実際、スターティングプライスが959万円と高価なIペースの場合も、多くの販売台数は見込めない一方で、これが時代の要請に応えたモデルであることを印象づけるイメージリーダー、広告塔であることを当のジャガー自身も認めている。
一方で、これまでは大排気量のV8ユニットを筆頭とした“エンジンの存在感”を大きな売りとしてきたのもこのブランドであり、そんなジャガーが手がけたピュアEVにどのような“ジャガーらしさ”が備わっているのか? 今回はそんな興味にも背中を押されつつ、「エレクトリック・パフォーマンスSUV」というフレーズがうたわれる、同ブランド初のピュアEVモデルとまみえることになった。
電動パワートレインがかなえる新しいデザイン
もろもろの社会的背景を踏まえて生まれたIペースのユニークなところは、まず“エンジンルーム”が廃されたことで誕生した、これまで目にしたことのないスタイリングにある。
「自らのDNAはスポーツカーにあり」と自負するジャガーのモデルにこれまで共通していたのは、”長いノーズ”に始まる流麗なプロポーション。ところがIペースの造形はそんなジャガー車のこれまでの特徴を、半ば自己否定するかの仕上がりだ。
垂直に立ち上がった大きなグリルを中心としたフロントマスクは、明らかに従来から続くジャガーの顔を意識したものだ。ただし実際の開口部はごく一部分で、その上部はボンネットを貫通してフロントフードへと走行風を逃がす構造となっている。このユニークなデザインは、テスラ車同様の格納型ドア・アウターハンドルや、バッテリーの冷却が必要な場面でのみ開いて外気を導入する「アクティブベーン」などと相まって、0.29という低い空気抵抗係数の実現に貢献しているという。
約4.7mの全長に対し、「あと10mmで3m」という長いホイールベースがもたらす前後オーバーハングの極端な小ささも、個性的なプロポーションの創造にひと役買っている。1.9mに迫る全幅は「日本では乗る場所を選ぶ」という印象が否めないもの。それでも、キャビンフォワードではありながら鈍重に見えることはなく、むしろ「流麗さに頼らない新たなスタイリッシュさ」を提案しているのは、見事な造形者の手腕であると感心させられる。
強力な加速、秀逸なフットワーク
そんなジャガーIペースの走りの実力は、端的に言ってしまえば「素晴らしい!」ものだった。

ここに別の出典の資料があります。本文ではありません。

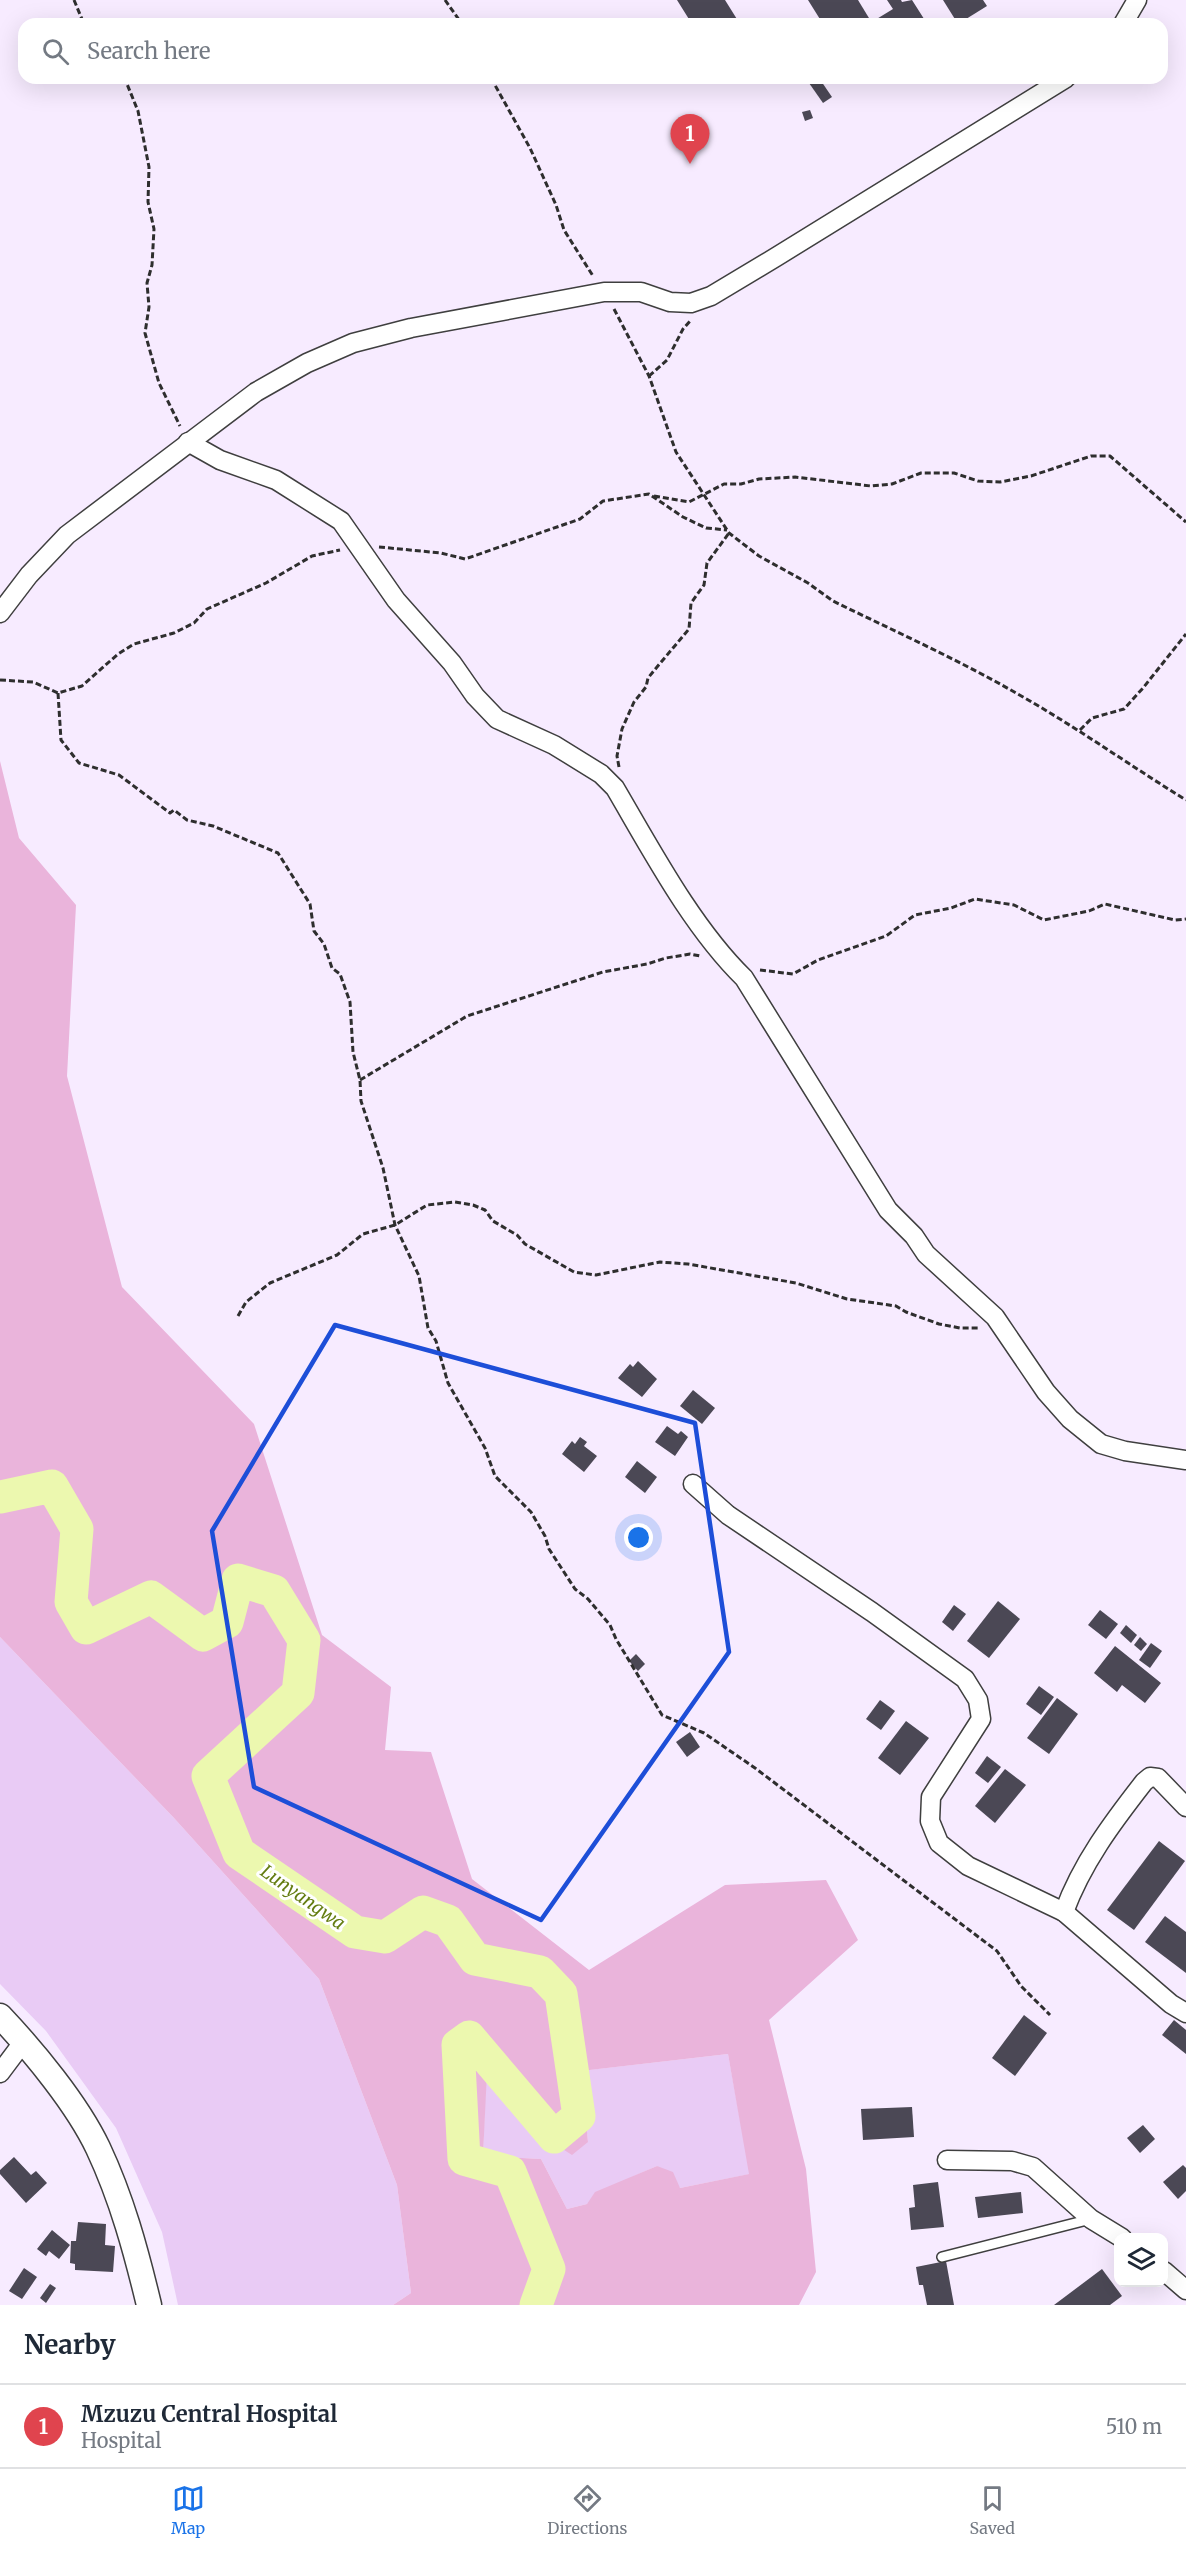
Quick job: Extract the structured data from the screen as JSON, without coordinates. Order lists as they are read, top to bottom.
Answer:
{
  "water": ["Lunyangwa"],
  "page": {
    "search": "Search here",
    "pins": "1",
    "heading": "Nearby",
    "list": [
      {
        "mark": "1",
        "name": "Mzuzu Central Hospital",
        "note": "Hospital",
        "value": "510 m"
      }
    ],
    "nav": ["Map", "Directions", "Saved"]
  }
}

テストドライブを行ったのは、コイルスプリングに20インチのシューズを組み合わせた比較的ベーシックな仕様の「SE」と、本来はオプションとして用意されるエアサスペンションや電子制御式の可変減衰力ダンパー、パノラミックルーフやヘッドアップディスプレイなどを標準装備化した「ファーストエディション」に、22インチ(!)という大径シューズを装着した2台。前述の「素晴らしい!」という表現は、基本的にはそのいずれにも当てはまるものだった。

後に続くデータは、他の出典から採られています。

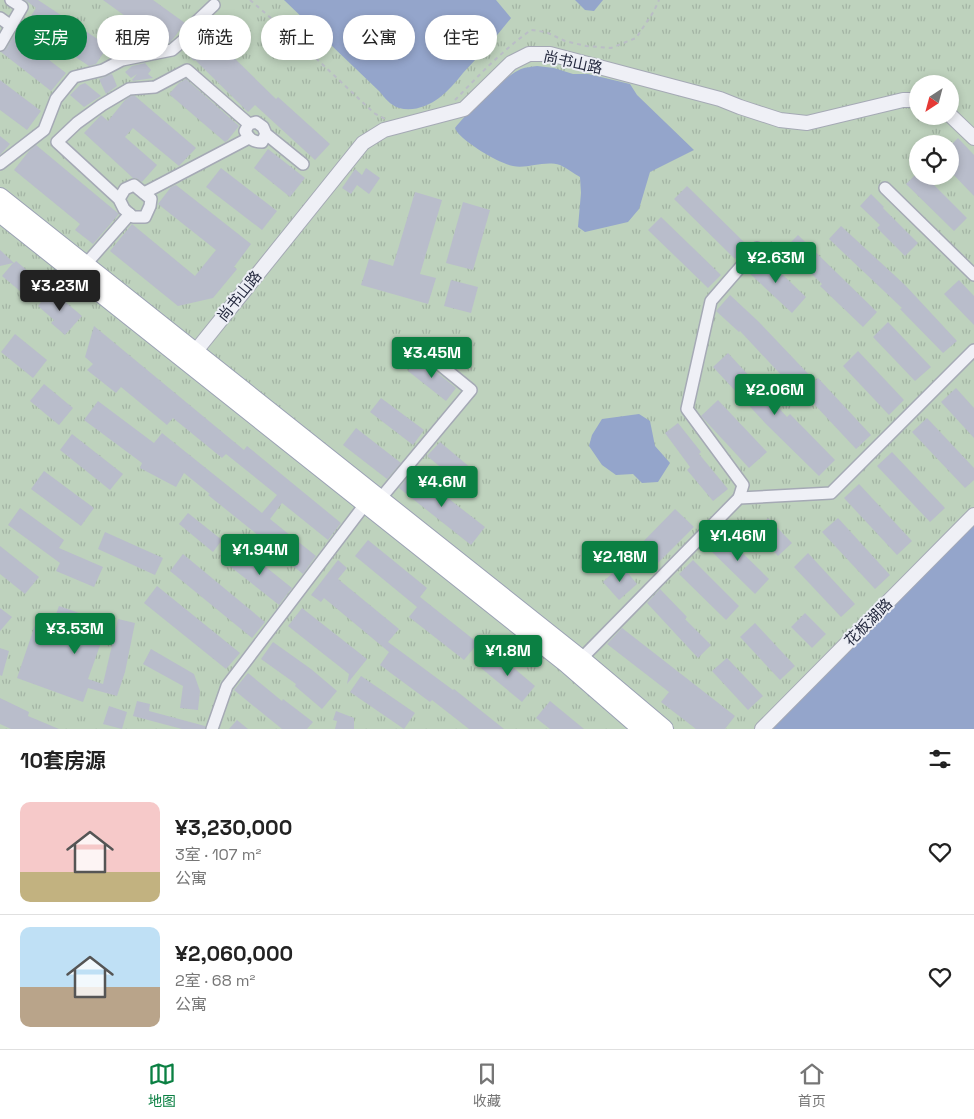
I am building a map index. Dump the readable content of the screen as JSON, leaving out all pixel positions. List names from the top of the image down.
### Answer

前輪用、後輪用ともに同一アイテムという、それぞれが最高出力147kW、すなわち約200psを発するモーターが生み出すパフォーマンスは、0-100km/h加速が4.8秒というデータも示すように、強力にして俊足。静粛性の高さも当然の一方で、期待していた“人工的な加速サウンド”は、単に既存のエンジン音を模したように聞こえ、個人的にちょっと興ざめだった。

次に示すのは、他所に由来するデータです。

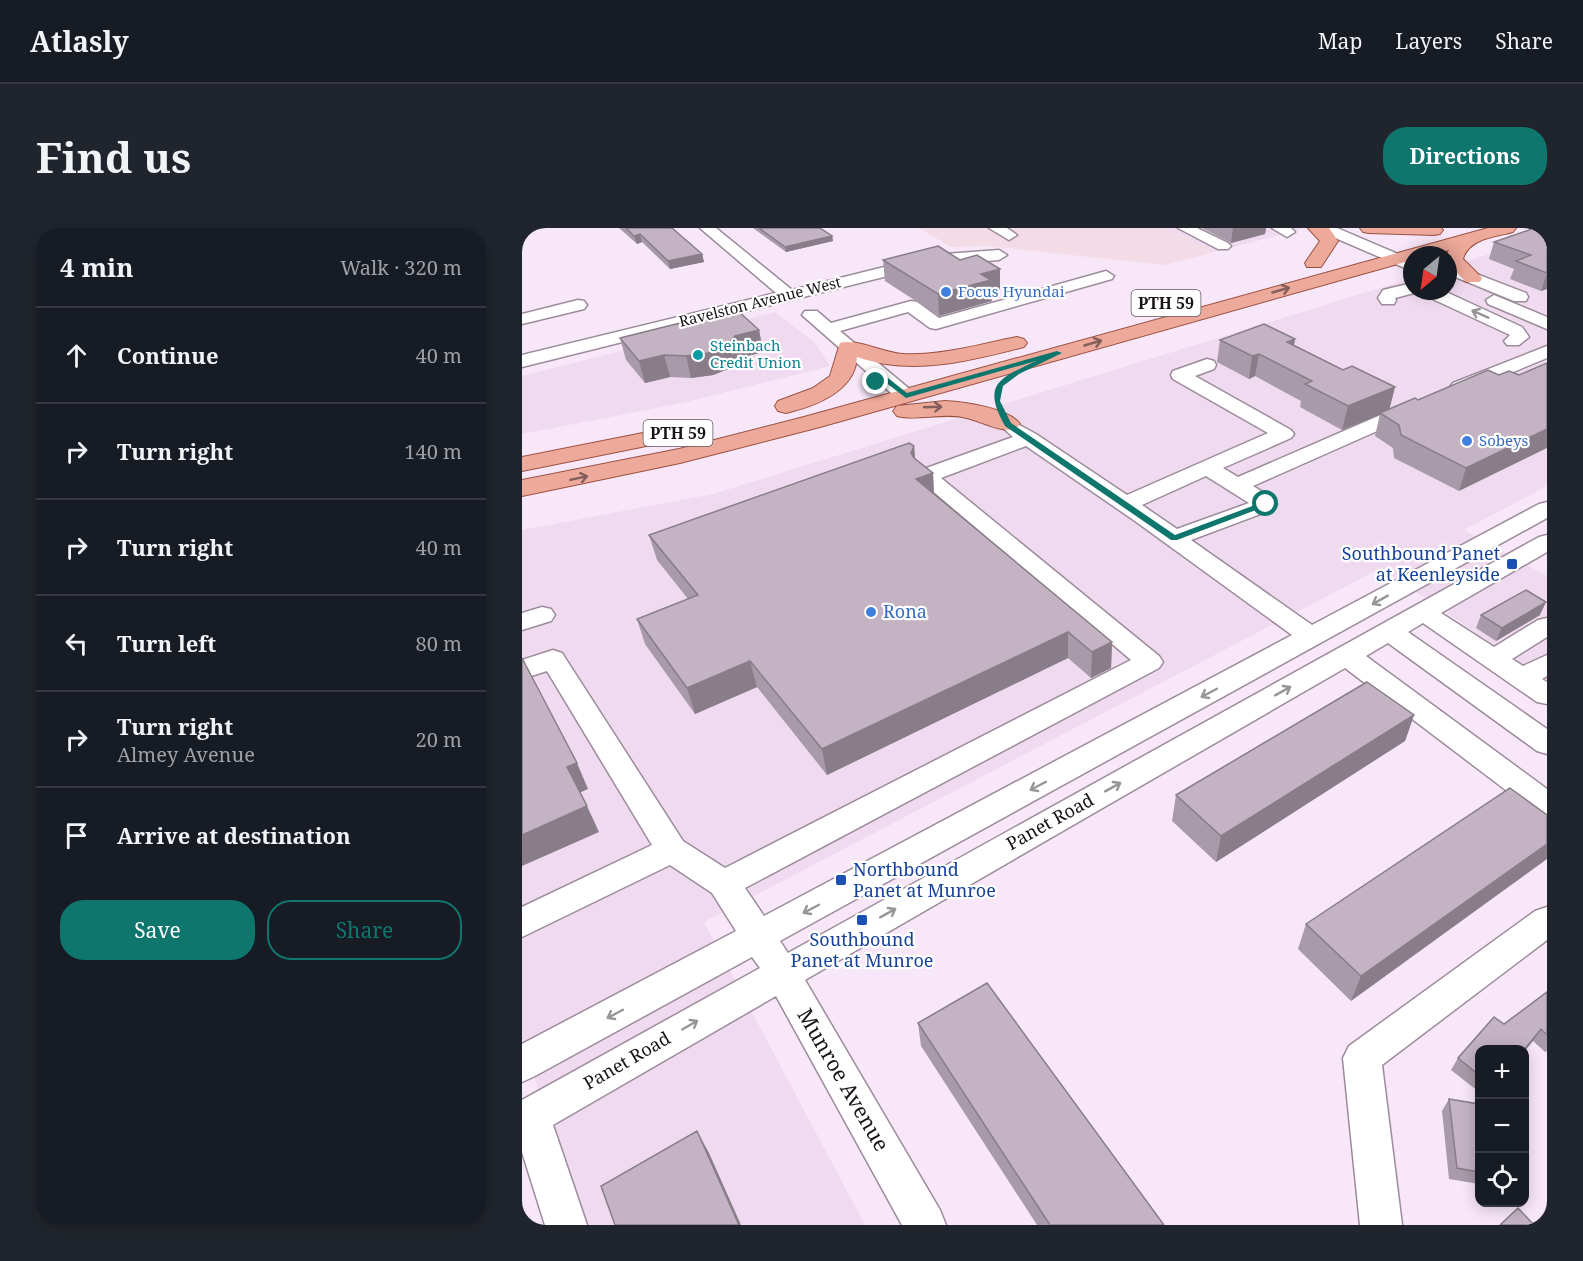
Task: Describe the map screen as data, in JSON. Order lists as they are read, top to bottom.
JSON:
{
  "streets": {
    "main road": ["PTH 59"],
    "street": ["Ravelston Avenue West", "Panet Road", "Munroe Avenue"]
  },
  "crossings": [
    ["Panet Road", "Munroe Avenue"]
  ],
  "places": {
    "other": [
      "Focus Hyundai",
      "Steinbach Credit Union",
      "Sobeys",
      "Rona"
    ],
    "transit": ["Southbound Panet at Keenleyside", "Northbound Panet at Munroe", "Southbound Panet at Munroe"]
  },
  "north": "bottom left",
  "page": {
    "header": "Atlasly",
    "nav": ["Map", "Layers", "Share"],
    "buttons": [
      "Directions",
      ["Save", "Share"]
    ],
    "title": "Find us",
    "heading": ["4 min", "Walk · 320 m"],
    "list": [
      ["Continue", "40 m"],
      ["Turn right", "140 m"],
      ["Turn right", "40 m"],
      ["Turn left", "80 m"],
      ["Turn right", "Almey Avenue", "20 m"],
      "Arrive at destination"
    ],
    "map_buttons": ["+", "−"]
  }
}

さまざまなメーカーがフィーリングの良しあしを競った内燃機関に比べると、EVの加速感が「画一的で個性に薄い」というのは、今のところの実体験からすると、やはり事実と認めざるを得ない。それだけにIペースで提案されたこの「アクティブ・サウンド・デザイン」にはひそかに期待をしていたのだが……。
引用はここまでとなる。